Molten salt can be employed as a heat store to retain heat collected by a solar tower or solar trough so that it can be used to generate electricity in bad weather or at night. It was demonstrated in the Solar Two project from 1995-1999. The system is predicted to have an annual efficiency of 99%, although it is not clear if this is the second law efficiency.[3][4] The molten salt is a mixture of 60 percent sodium nitrate and 40 percent potassium nitrate, commonly called saltpetre. It is non-flammable and nontoxic, and has already been used in the chemical and metals industries as a heat-transport fluid, so experience with such systems exists in non-solar applications.
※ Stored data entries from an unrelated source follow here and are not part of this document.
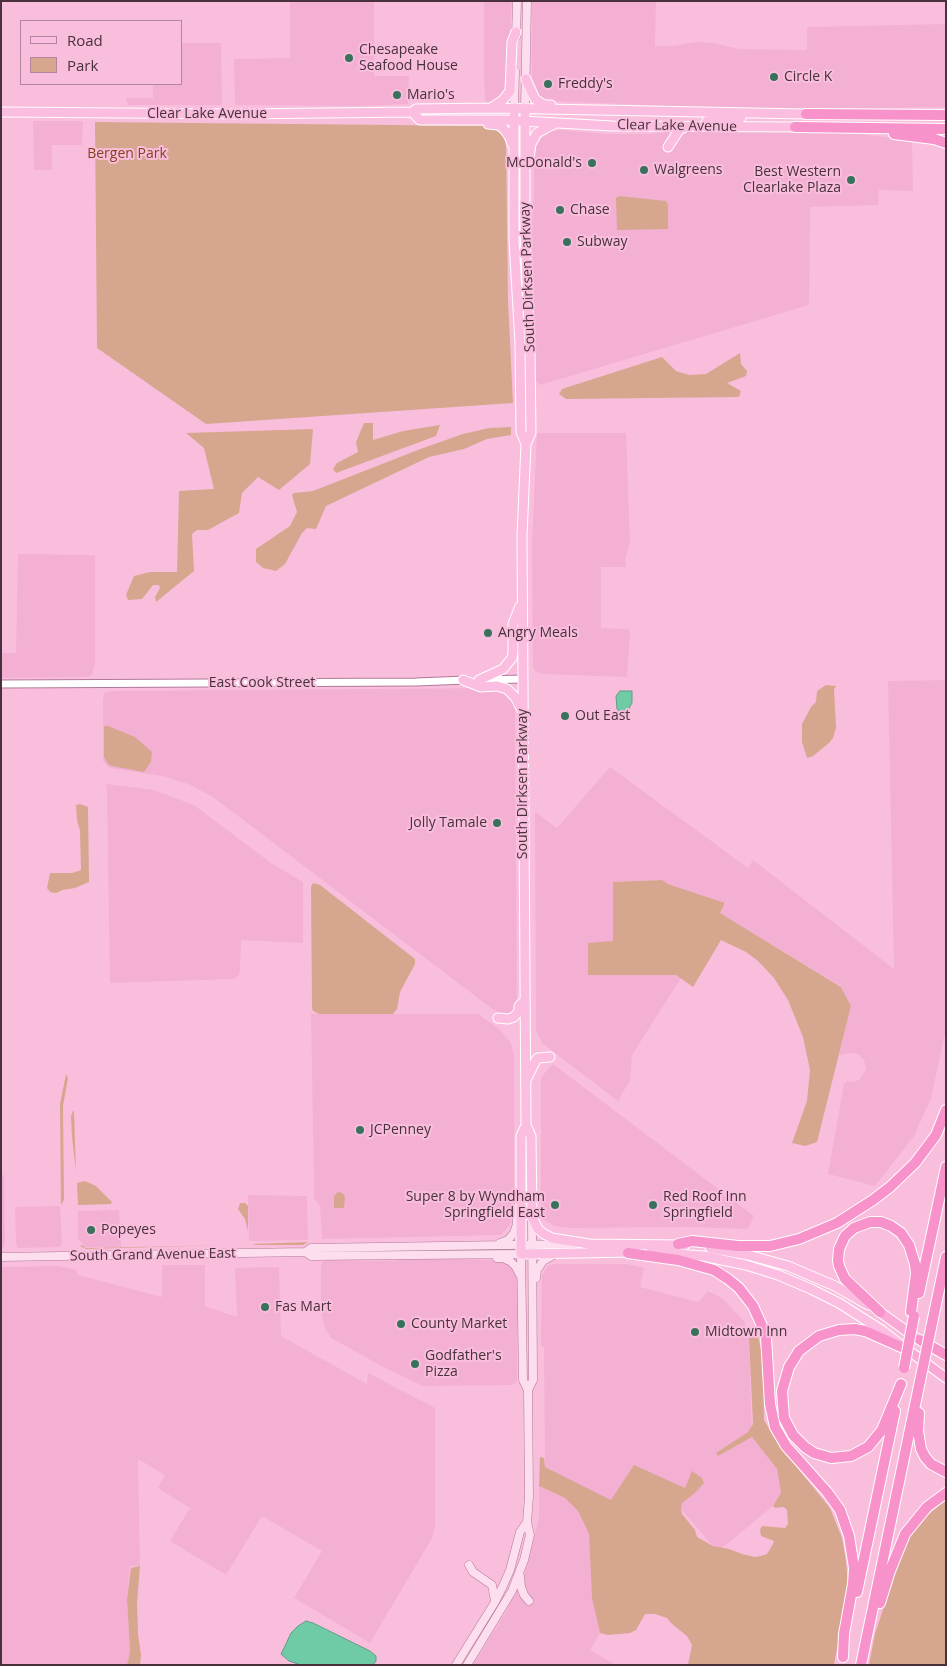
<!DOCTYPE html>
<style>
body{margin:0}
#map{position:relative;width:947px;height:1666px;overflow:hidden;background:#fabedd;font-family:"Open Sans",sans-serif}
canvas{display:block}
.frame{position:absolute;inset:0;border:2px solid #48313d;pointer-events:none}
.legend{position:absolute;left:20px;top:20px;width:162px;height:65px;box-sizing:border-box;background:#fabedd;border:1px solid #b3869d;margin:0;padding:6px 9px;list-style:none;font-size:15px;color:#48313d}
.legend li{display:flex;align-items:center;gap:10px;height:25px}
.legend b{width:25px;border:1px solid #b3869d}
</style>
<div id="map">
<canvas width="947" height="1666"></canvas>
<div class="frame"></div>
<ul class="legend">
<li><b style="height:6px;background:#fbbee0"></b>Road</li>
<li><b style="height:14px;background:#d7a68f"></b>Park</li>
</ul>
</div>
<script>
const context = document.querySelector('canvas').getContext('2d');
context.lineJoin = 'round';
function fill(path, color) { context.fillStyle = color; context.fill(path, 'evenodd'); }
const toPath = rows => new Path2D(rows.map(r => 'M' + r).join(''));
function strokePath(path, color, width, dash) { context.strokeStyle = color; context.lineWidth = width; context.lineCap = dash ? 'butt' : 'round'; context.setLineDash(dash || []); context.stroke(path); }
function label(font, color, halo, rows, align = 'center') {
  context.font = font + ' "Open Sans",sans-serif'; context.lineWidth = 4; context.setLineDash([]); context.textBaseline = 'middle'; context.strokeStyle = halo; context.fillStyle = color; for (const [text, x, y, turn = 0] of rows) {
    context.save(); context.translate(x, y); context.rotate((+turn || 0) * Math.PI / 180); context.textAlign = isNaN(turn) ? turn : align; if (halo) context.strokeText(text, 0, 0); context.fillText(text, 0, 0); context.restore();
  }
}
const built = toPath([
 [290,1,374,1,374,76,409,76,408,104,356,106,235,105,234,59,290,58],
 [484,1,512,1,506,87,502,96,495,101,486,102,485,100,484,77],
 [532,1,656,1,655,46,673,46,698,42,714,43,739,49,807,50,807,27,946,24,946,107,771,110,548,101,538,97,533,87,532,82],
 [181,43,221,43,222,105,128,105,126,98,153,98,153,84,181,84],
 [33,121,83,121,82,145,52,145,52,170,34,170],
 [562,130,607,134,649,134,695,130,784,131,804,133,850,133,912,140,913,191,879,190,878,205,810,207,809,305,540,385,534,380,530,261,534,192,534,154,536,144,542,138,551,131],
 [537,433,626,433,630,542,625,560,626,567,601,567,601,628,628,629,630,633,627,677,543,674,535,671,533,667,532,543],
 [18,554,95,555,95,663,92,675,88,677,1,678,1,653,16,653],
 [946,680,946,1029,931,1098,914,1136,875,1186,828,1174,844,1084,847,1081,854,1082,860,1079,866,1069,864,1060,858,1054,848,1053,839,1056,851,1006,841,986,720,913,733,891,725,903,668,884,662,880,613,882,613,942,681,978,632,1055,630,1080,618,1101,543,1044,536,1031,535,812,557,828,610,767,748,868,753,860,894,969,888,681],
 [493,688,503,690,514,702,515,712,517,1002,514,1014,504,1016,491,1008,213,797,188,784,162,776,110,768,103,761,103,699,105,693,112,691],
 [106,784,154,790,194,805,271,863,303,882,303,943,241,940,240,970,239,976,234,979,110,983,107,793],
 [311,1014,478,1014,499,1029,511,1043,514,1057,514,1191,511,1206,511,1223,501,1235,322,1239,320,1206,314,1198,314,1185],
 [553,1064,754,1216,748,1229,689,1227,571,1228,555,1226,541,1218,541,1077],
 [1,1175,4,1175,5,1244,3,1248,1,1248],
 [248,1195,307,1196,308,1240,251,1241,249,1239],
 [60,1206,62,1244,60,1247,18,1248,16,1243,15,1207],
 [119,1210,121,1247,86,1247,78,1239,78,1211],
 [415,1258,499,1260,508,1264,515,1271,518,1278,518,1311,517,1379,516,1383,512,1385,423,1386,383,1367,331,1338,325,1328,321,1312,321,1267,322,1262,327,1260,392,1261],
 [555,1264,627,1264,644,1268,640,1287,698,1302,708,1291,722,1298,744,1321,749,1339,752,1436,777,1469,781,1493,773,1506,722,1548,713,1546,681,1509,682,1503,695,1493,611,1500,545,1467,544,1347,541,1345,542,1275,548,1266],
 [162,1265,205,1265,205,1306,237,1317,235,1268,279,1267,281,1336,367,1384,368,1373,435,1408,435,1528,431,1540,370,1643,294,1598,322,1551,262,1516,226,1575,170,1541,190,1508,158,1488,165,1475,138,1459,140,1566,130,1566,127,1599,130,1652,127,1665,1,1665,1,1267,58,1266,77,1270,78,1275,162,1297],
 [539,1486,565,1498,578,1511,589,1534,592,1598,600,1633,590,1650,616,1665,473,1665,507,1610,525,1572,539,1518]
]);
const green = toPath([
 [95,122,492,126,506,139,508,301,513,403,206,424,97,348],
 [619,196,666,201,668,205,668,229,617,230,616,198],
 [740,353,741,364,747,371,746,376,727,383,741,391,739,397,566,399,559,394,562,389,662,357,676,371,689,375,706,374],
 [364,423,373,423,373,440,403,431,440,425,436,436,336,473,333,469,337,463,358,452,356,442],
 [511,427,511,435,487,439,464,449,429,457,326,506,316,529,307,528,302,533,285,564,276,571,263,568,256,562,256,549,290,526,297,512,292,495,294,493,313,491,423,448,463,434,489,428],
 [313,429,310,464,279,490,258,477,242,493,239,513,208,530,197,530,192,534,194,571,156,602,155,597,160,588,159,585,153,585,142,599,128,600,126,595,134,576,150,572,177,572,179,491,214,489,204,448,186,433],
 [826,685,836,686,834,689,836,728,833,738,829,743,813,756,807,758,802,742,802,724,811,707,816,702,817,691],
 [104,726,108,726,135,737,152,752,151,762,144,772,112,766,108,764,104,757],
 [80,804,88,807,89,882,75,888,63,890,56,893,50,892,47,888,50,873,72,873,81,870,80,831,77,820,76,805],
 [662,880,668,884,725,903,720,913,841,987,851,1006,817,1142,805,1146,792,1143,807,1101,810,1070,803,1037,788,1000,774,978,758,961,746,952,721,940,693,987,676,975,588,975,588,943,613,941,613,882],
 [313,883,320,885,415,959,415,964,400,992,397,1009,393,1014,319,1014,313,1011,312,1008,311,887],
 [66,1074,68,1078,63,1106,64,1200,61,1205,60,1104],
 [73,1111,74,1111,76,1172,72,1137,71,1116],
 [85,1181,96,1186,112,1202,111,1204,78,1205,77,1183],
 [338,1192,342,1193,345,1196,344,1208,334,1208,334,1196],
 [240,1203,245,1203,248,1206,248,1231,245,1219,238,1209],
 [308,1242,303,1245,256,1245,252,1244],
 [82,1245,86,1248,227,1245,86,1249,80,1246],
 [755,1330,757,1332,763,1357,764,1420,778,1444,830,1508,842,1538,846,1561,848,1585,834,1665,688,1665,692,1645,687,1636,672,1624,667,1618,655,1614,645,1614,636,1630,630,1633,608,1635,600,1633,592,1598,589,1534,578,1511,565,1498,539,1486,540,1457,544,1458,545,1467,611,1500,634,1465,685,1488,692,1471,702,1478,704,1483,695,1493,682,1503,681,1509,682,1514,695,1530,697,1537,713,1546,729,1549,742,1554,755,1557,761,1556,767,1554,773,1544,774,1541,761,1536,760,1530,762,1526,785,1528,788,1524,787,1510,784,1507,775,1508,773,1506,781,1493,777,1469,752,1437,718,1456,716,1453,748,1432,753,1424,749,1339,750,1335],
 [946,1500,946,1665,869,1665,875,1634,894,1576,910,1537,929,1514],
 [140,1566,137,1603,138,1634,141,1655,140,1665,127,1665,130,1652,127,1599,131,1568]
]);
const water = toPath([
 [620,691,632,691,632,703,628,710,619,711,617,709,616,696,620,691],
 [306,1621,313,1623,370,1651,376,1656,376,1661,373,1665,301,1665,289,1661,281,1654,284,1648,291,1633,298,1626,306,1621]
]);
const tertiary = toPath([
 [483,680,523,679],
 [1,684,416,682,467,680]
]);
const secondary = toPath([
 [516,37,517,1],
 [514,109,515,71],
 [525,109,527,1],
 [500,1243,508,1240,514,1233,517,1224,516,1211,520,1201],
 [305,1252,311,1248,574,1244],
 [1,1257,305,1252,311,1256,521,1254,523,1380,528,1390],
 [497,1258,503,1258,510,1261,516,1267,520,1275],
 [536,1278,537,1270,543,1261,555,1254],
 [469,1565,473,1572,492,1585,495,1601],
 [520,1576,521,1587,524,1595,529,1601],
 [456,1665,495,1602,503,1586,510,1570,520,1532,527,1522],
 [467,1665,512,1591,524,1560,530,1535,527,1522,529,1497,528,1390,533,1380,532,1217]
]);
const primary = toPath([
 [526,79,535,99,544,105,551,105],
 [491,108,503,100,510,91,512,42,516,32],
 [525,109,525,232,530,351,531,433,526,444,522,536,526,1125,521,1136,521,1254,635,1252],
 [1,112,238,114,412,112,416,109,491,108,806,114],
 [412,112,420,120,504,120,612,126,795,127],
 [514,115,514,240,520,344,521,432,526,444],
 [707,121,741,118],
 [488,124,498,125,503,128,509,136,512,144],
 [668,147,679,130,685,127],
 [529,159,531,144,537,133,554,124],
 [463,680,481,687,497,686,507,689,515,697,522,710],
 [479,680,503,669,512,658,513,653,513,624,520,606],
 [498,1018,508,1019,514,1017,519,1011,519,1006,523,1002],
 [527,1078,536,1060,538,1058,550,1057],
 [526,1125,531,1136,532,1217,538,1229,544,1234,552,1238,589,1244,685,1245],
 [710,1248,748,1255,788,1266,835,1286,868,1305],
 [651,1252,703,1256,746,1265,778,1275,811,1289,839,1303,883,1331,901,1345]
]);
const trunk = toPath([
 [880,1312,916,1338],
 [908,1350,946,1378]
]);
const motorway = toPath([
 [806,114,946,115],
 [795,127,946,129],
 [894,134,934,139,946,143],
 [678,1244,692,1241,738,1246,770,1246,799,1239,837,1223,873,1200,890,1187,915,1163,936,1135,946,1110],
 [628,1253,678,1260,714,1270,728,1279,739,1288,753,1306,763,1328,766,1337,770,1404,775,1427,786,1446,827,1492,840,1510,849,1536,854,1568,853,1584,844,1634,843,1657],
 [919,1293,946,1167],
 [880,1312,845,1279,839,1266,838,1260,839,1249,845,1236,854,1228,870,1222,881,1222,891,1226,901,1233,909,1245,915,1264,916,1274,911,1312],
 [931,1328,946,1257],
 [920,1340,946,1355],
 [901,1384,882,1430,868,1447,851,1456,831,1458,814,1453,805,1447,793,1435,784,1418,782,1391,789,1367,799,1351,819,1336,839,1330,855,1329,865,1331,908,1350],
 [919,1413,918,1431,921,1449,925,1457,931,1464,946,1472],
 [857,1592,895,1411],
 [880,1603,890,1571,905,1534,927,1507,946,1493],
 [861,1665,920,1381]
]);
const motorwayBridge = toPath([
 [904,1368,914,1316],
 [920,1381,931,1328]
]);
const markers = [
 [349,58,5,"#38725c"],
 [774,77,5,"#38725c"],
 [548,84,5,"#38725c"],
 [397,95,5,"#38725c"],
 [592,163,5,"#38725c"],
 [644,170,5,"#38725c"],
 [851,180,5,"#38725c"],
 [560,210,5,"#38725c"],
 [567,242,5,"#38725c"],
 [488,633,5,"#38725c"],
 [565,716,5,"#38725c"],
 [497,823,5,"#38725c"],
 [360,1130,5,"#38725c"],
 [555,1205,5,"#38725c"],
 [653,1205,5,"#38725c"],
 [91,1230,5,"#38725c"],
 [265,1307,5,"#38725c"],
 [401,1324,5,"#38725c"],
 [695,1332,5,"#38725c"],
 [415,1364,5,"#38725c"]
];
const poiNames = [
 ["Chesapeake",359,50],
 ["Seafood House",359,66],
 ["Circle K",784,77],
 ["Freddy's",558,84],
 ["Mario's",407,95],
 ["McDonald's",582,163,"right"],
 ["Walgreens",654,170],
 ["Best Western",841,172,"right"],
 ["Clearlake Plaza",841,188,"right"],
 ["Chase",570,210],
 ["Subway",577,242],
 ["Angry Meals",498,633],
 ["Out East",575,716],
 ["Jolly Tamale",487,823,"right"],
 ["JCPenney",370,1130],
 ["Super 8 by Wyndham",545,1197,"right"],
 ["Springfield East",545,1213,"right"],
 ["Red Roof Inn",663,1197],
 ["Springfield",663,1213],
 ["Popeyes",101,1230],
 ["Fas Mart",275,1307],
 ["County Market",411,1324],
 ["Midtown Inn",705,1332],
 ["Godfather's",425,1356],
 ["Pizza",425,1372]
];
const streetNames = [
 ["Clear Lake Avenue",207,114],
 ["Clear Lake Avenue",677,126,1],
 ["South Dirksen Parkway",528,277,-92],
 ["East Cook Street",262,683],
 ["South Dirksen Parkway",523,784,-90],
 ["South Grand Avenue East",153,1255,-1]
];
const parkNames = [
 ["Bergen Park",127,154]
];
fill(built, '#f3b0d3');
fill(green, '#d7a68f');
fill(water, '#6fcaa6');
strokePath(water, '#639c86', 1);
strokePath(tertiary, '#b07997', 9);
strokePath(secondary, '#b07997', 9);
strokePath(primary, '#fff', 11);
strokePath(trunk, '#fff', 11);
strokePath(motorway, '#fff', 12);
strokePath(tertiary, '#fff', 7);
strokePath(secondary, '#fddeef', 8);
strokePath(primary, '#fbbee0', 9);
strokePath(trunk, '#faa8d6', 9);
strokePath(motorway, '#f892cb', 10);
strokePath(motorwayBridge, '#fff', 12, []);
strokePath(motorwayBridge, '#f892cb', 10);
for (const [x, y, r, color] of markers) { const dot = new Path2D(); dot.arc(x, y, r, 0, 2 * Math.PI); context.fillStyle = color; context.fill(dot); strokePath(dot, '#fabedd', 2); }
label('14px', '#48313d', '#fabedd', poiNames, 'left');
label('14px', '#48313d', '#fabedd', streetNames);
label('14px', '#85411c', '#fabedd', parkNames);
</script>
The salt melts at 221 °C (430 °F). It is kept liquid at 288 °C (550 °F) in an insulated "cold" storage tank. The liquid salt is pumped through panels in a solar collector where the focused sun heats it to 566 °C (1,051 °F). It is then sent to a hot storage tank. This is so well insulated that the thermal energy can be usefully stored for up to a week.

When electricity is needed, the hot salt is pumped to a conventional steam-generator to produce superheated steam for a turbine/generator as used in any conventional coal, oil or nuclear power plant. A 100-megawatt turbine would need tanks of about 30 feet (9.1 m) tall and 80 feet (24 m) in diameter to drive it for four hours by this design.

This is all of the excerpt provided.